YOUR ASSIGNMENT
Exactly as written, transcribe the data from its opening line through the line containing "2px #9d917a) drop-shadow(0". Leave every picture out.

(Stored items)
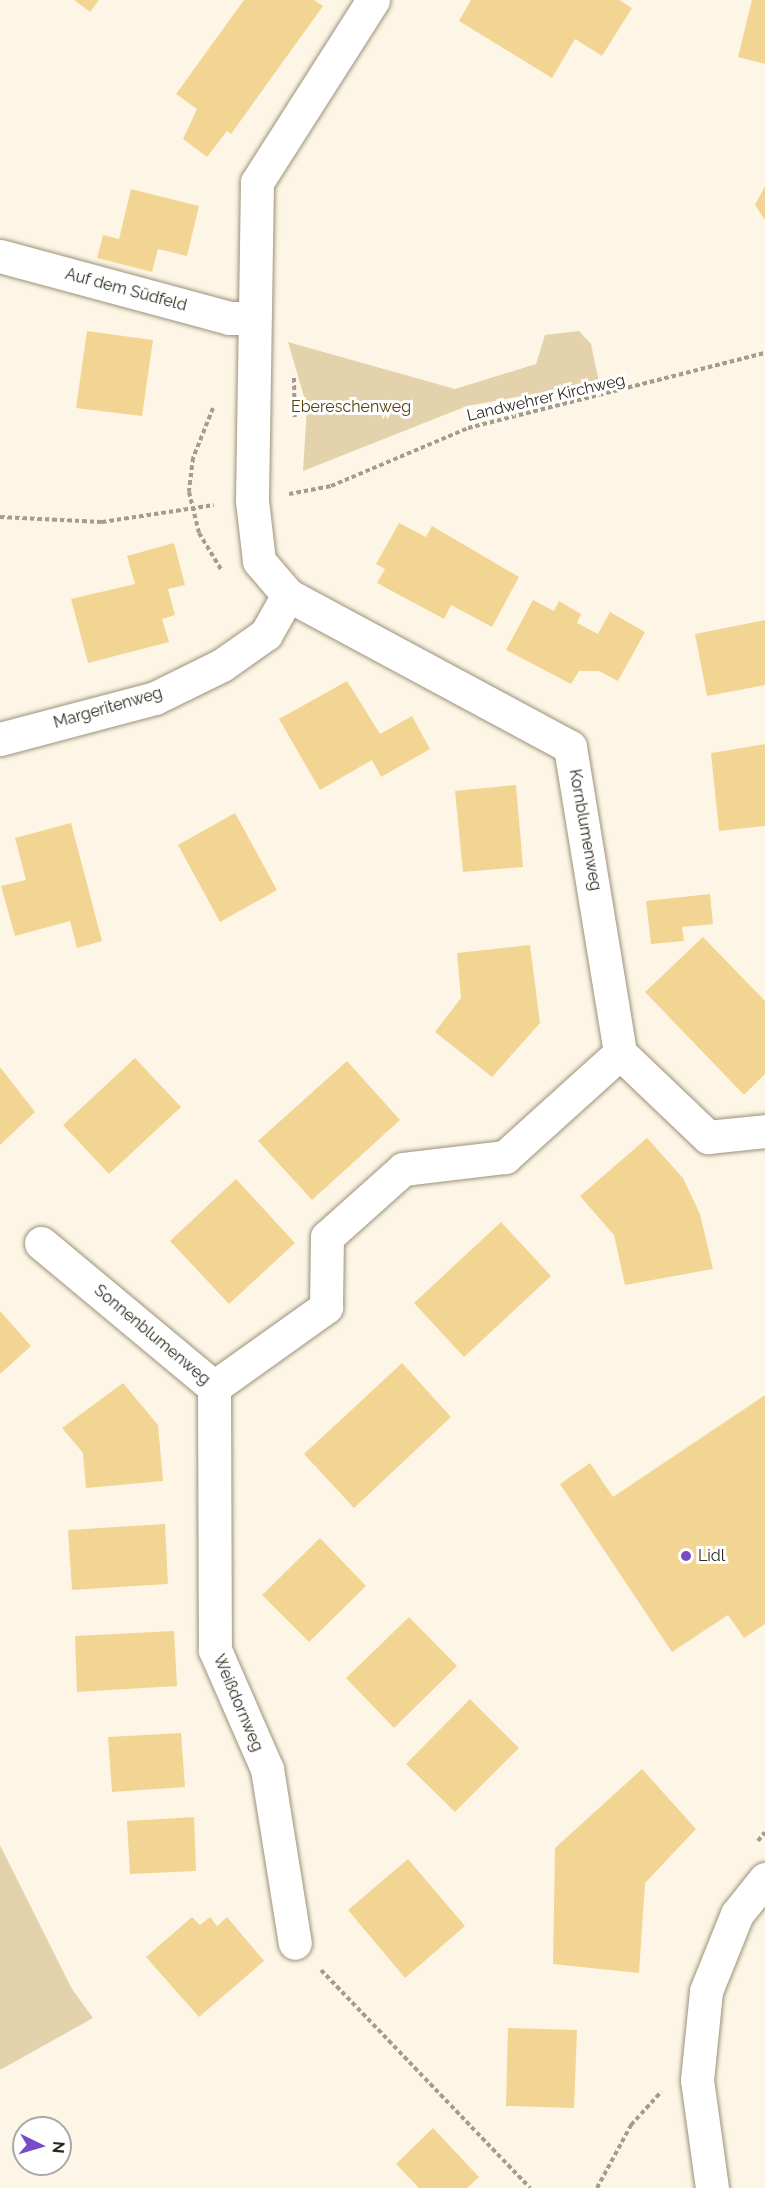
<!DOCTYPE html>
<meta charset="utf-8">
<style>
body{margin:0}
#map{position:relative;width:765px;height:2188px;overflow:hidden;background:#fdf6e6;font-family:Raleway,sans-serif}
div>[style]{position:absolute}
.green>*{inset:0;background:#e4d2ac}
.building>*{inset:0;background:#f3d593}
.path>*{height:4px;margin-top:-2px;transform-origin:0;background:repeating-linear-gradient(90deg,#a39d90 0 4.5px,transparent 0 7.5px)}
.roads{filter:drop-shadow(0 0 2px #9d917a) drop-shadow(0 0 2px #9d917a)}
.minor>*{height:33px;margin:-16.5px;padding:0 16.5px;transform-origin:16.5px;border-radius:16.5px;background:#fff}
.dots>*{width:16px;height:16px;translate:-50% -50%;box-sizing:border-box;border:3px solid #fff;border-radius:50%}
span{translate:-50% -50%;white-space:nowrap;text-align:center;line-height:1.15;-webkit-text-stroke:6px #fff;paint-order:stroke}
.street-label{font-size:16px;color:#2c281e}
.park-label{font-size:16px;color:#55410c}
.poi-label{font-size:16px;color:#2c281e}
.left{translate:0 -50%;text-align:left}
.north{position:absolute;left:12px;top:2116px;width:60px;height:60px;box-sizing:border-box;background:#fff;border:2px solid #aba9a5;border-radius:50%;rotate:95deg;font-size:16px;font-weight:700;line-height:24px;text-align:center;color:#2c281e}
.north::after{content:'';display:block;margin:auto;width:21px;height:27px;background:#784ec7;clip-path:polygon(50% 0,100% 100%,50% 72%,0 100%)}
</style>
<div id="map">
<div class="green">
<div style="clip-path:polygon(579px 331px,591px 344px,599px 382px,467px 406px,303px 471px,307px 407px,288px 342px,455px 389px,536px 364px,545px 335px)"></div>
<div style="clip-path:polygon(0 1845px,72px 1989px,93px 2018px,0 2070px)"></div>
</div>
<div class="building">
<div style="clip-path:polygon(74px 0,99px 0,90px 12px)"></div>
<div style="clip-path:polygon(244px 0,314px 0,323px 6px,231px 134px,227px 131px,207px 157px,183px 139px,197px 109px,176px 94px)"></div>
<div style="clip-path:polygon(471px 0,619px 0,632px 8px,602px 56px,575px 39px,552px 78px,459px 21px)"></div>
<div style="clip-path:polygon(752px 0,765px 0,765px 64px,738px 57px)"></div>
<div style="clip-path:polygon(765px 186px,765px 220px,755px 205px)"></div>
<div style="clip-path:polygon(131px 189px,199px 206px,187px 256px,158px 249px,152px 272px,97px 258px,103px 235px,119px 239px)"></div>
<div style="clip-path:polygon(87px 331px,153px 340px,142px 416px,76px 408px)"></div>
<div style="clip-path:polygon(399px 523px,426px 537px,432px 526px,519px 577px,492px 627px,451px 605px,444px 619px,377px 583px,385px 569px,376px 564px)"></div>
<div style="clip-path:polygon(174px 543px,185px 585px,168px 589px,175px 615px,162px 619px,169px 642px,88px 663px,71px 599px,135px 584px,127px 556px)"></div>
<div style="clip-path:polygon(533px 600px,554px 611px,559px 601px,581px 614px,577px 623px,598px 634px,610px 612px,645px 632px,618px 681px,599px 671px,579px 671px,571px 684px,506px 650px)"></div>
<div style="clip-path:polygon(765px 620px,765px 685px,707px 696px,695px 634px)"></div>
<div style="clip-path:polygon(347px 681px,380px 734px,412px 716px,430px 749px,381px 777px,372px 760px,320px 790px,279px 719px)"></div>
<div style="clip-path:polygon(765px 744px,765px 826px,719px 831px,711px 753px)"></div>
<div style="clip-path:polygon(516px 785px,523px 867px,463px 872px,455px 791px)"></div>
<div style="clip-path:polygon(235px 813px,277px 890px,220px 922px,178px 845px)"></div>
<div style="clip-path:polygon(71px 823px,102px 941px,77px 948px,70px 921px,15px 936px,1px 886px,26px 880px,15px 838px)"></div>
<div style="clip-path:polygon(710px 894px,713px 924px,682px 927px,684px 941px,651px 944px,646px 901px)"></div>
<div style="clip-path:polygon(703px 937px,765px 1001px,765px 1074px,744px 1095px,645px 992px)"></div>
<div style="clip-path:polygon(530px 945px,540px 1023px,492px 1077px,435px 1032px,461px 998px,457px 953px)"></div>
<div style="clip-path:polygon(135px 1058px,181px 1107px,109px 1174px,63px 1125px)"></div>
<div style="clip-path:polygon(347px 1061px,400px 1120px,312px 1200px,258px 1141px)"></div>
<div style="clip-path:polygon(0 1067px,35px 1112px,0 1145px)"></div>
<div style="clip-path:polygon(647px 1138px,683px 1178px,700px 1214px,713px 1269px,625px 1285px,614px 1235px,580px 1196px)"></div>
<div style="clip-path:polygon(236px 1179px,295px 1243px,229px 1304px,170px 1241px)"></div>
<div style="clip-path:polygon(501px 1222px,551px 1276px,464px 1357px,414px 1303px)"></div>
<div style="clip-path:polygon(0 1311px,31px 1346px,0 1374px)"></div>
<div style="clip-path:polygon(402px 1363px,451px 1417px,354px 1508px,304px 1454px)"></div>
<div style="clip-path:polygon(123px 1383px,158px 1425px,163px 1481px,86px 1488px,83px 1453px,62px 1428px)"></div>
<div style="clip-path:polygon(765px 1395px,765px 1624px,744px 1638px,728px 1615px,672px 1652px,560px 1484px,590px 1463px,613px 1497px)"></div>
<div style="clip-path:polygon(165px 1524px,168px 1584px,72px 1590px,68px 1530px)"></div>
<div style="clip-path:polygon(320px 1538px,366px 1586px,309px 1642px,262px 1595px)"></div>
<div style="clip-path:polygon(409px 1617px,457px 1666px,394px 1728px,346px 1678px)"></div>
<div style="clip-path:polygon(174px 1631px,177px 1686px,77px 1692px,75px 1636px)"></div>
<div style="clip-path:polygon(470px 1699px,519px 1748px,455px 1812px,406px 1764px)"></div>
<div style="clip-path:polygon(181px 1733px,185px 1787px,112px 1792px,108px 1737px)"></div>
<div style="clip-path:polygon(642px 1769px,696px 1829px,645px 1883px,639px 1973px,553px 1964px,555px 1848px)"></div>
<div style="clip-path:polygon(194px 1817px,196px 1871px,130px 1874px,127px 1821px)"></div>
<div style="clip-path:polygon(408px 1859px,465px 1926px,405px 1978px,348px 1910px)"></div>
<div style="clip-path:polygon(192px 1917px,200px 1925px,210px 1917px,217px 1926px,227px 1917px,264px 1961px,199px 2017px,146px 1957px)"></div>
<div style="clip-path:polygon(508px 2028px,577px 2030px,574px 2108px,506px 2106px)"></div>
<div style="clip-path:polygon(433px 2128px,479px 2177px,467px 2188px,419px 2188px,396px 2164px)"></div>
</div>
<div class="path">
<div style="left:294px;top:378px;width:39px;rotate:89deg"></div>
<div style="left:213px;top:408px;width:54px;rotate:111.8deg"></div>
<div style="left:193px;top:458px;width:34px;rotate:97deg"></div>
<div style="left:189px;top:492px;width:42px;rotate:76.3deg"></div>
<div style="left:199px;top:533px;width:44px;rotate:58.8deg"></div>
<div style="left:289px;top:494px;width:43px;rotate:-10.8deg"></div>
<div style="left:331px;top:486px;width:149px;rotate:-22.9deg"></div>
<div style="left:468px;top:428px;width:306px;rotate:-14.2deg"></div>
<div style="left:0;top:517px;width:102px;rotate:2.8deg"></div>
<div style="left:102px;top:522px;width:113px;rotate:-8.6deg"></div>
<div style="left:758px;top:1841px;width:11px;rotate:-52deg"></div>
<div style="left:321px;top:1970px;width:302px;rotate:46.2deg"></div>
<div style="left:597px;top:2188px;width:72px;rotate:-61.6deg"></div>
<div style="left:631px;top:2125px;width:45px;rotate:-47.7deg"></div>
</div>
<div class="roads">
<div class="minor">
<div style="left:373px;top:0;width:216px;rotate:122.5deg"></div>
<div style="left:257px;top:182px;width:319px;rotate:90.9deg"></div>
<div style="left:252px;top:501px;width:60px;rotate:83.3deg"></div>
<div style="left:259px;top:561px;width:45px;rotate:49.5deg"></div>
<div style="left:288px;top:595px;width:320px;rotate:28.3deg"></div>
<div style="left:570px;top:747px;width:310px;rotate:80.7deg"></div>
<div style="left:620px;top:1053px;width:122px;rotate:43.7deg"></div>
<div style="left:708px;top:1137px;width:57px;rotate:-6deg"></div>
<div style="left:0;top:256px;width:237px;rotate:15.1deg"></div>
<div style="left:229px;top:318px;width:24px"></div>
<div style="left:0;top:739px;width:160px;rotate:-14.8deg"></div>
<div style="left:155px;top:698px;width:75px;rotate:-26.2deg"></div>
<div style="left:222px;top:665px;width:54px;rotate:-35.2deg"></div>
<div style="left:266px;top:634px;width:45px;rotate:-60.6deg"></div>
<div style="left:41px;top:1243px;width:225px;rotate:39.8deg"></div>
<div style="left:214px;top:1387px;width:138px;rotate:-35.5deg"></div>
<div style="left:326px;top:1307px;width:70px;rotate:-89.2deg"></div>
<div style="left:327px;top:1237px;width:102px;rotate:-41.8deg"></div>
<div style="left:403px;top:1169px;width:103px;rotate:-6.7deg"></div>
<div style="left:505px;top:1157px;width:155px;rotate:-42.1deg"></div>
<div style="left:214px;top:1387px;width:263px;rotate:89.8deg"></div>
<div style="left:215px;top:1650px;width:130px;rotate:66.4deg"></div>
<div style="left:267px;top:1769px;width:176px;rotate:80.9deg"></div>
<div style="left:712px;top:2188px;width:109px;rotate:-97.9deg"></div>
<div style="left:697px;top:2080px;width:89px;rotate:-84.2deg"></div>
<div style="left:706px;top:1991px;width:83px;rotate:-68.1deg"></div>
<div style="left:737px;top:1914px;width:45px;rotate:-51.3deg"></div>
</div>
</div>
<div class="dots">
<div style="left:686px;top:1556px;background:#784ec7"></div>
</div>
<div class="street-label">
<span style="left:126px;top:290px;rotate:15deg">Auf dem Südfeld</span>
<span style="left:546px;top:398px;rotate:-13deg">Landwehrer Kirchweg</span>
<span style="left:108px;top:708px;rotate:-16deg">Margeritenweg</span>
<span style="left:585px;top:830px;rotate:80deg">Kornblumenweg</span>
<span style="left:152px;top:1335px;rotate:40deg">Sonnenblumenweg</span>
<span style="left:238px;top:1703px;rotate:67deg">Weißdornweg</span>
</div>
<div class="park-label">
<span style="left:351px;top:407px">Ebereschenweg</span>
</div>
<div class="poi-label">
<span class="left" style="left:698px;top:1556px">Lidl</span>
</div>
<div class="north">N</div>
</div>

ANSWER BOX
<!DOCTYPE html>
<meta charset="utf-8">
<style>
body{margin:0}
#map{position:relative;width:765px;height:2188px;overflow:hidden;background:#fdf6e6;font-family:Raleway,sans-serif}
div>[style]{position:absolute}
.green>*{inset:0;background:#e4d2ac}
.building>*{inset:0;background:#f3d593}
.path>*{height:4px;margin-top:-2px;transform-origin:0;background:repeating-linear-gradient(90deg,#a39d90 0 4.5px,transparent 0 7.5px)}
.roads{filter:drop-shadow(0 0 2px #9d917a) drop-shadow(0 0 2px #9d917a)}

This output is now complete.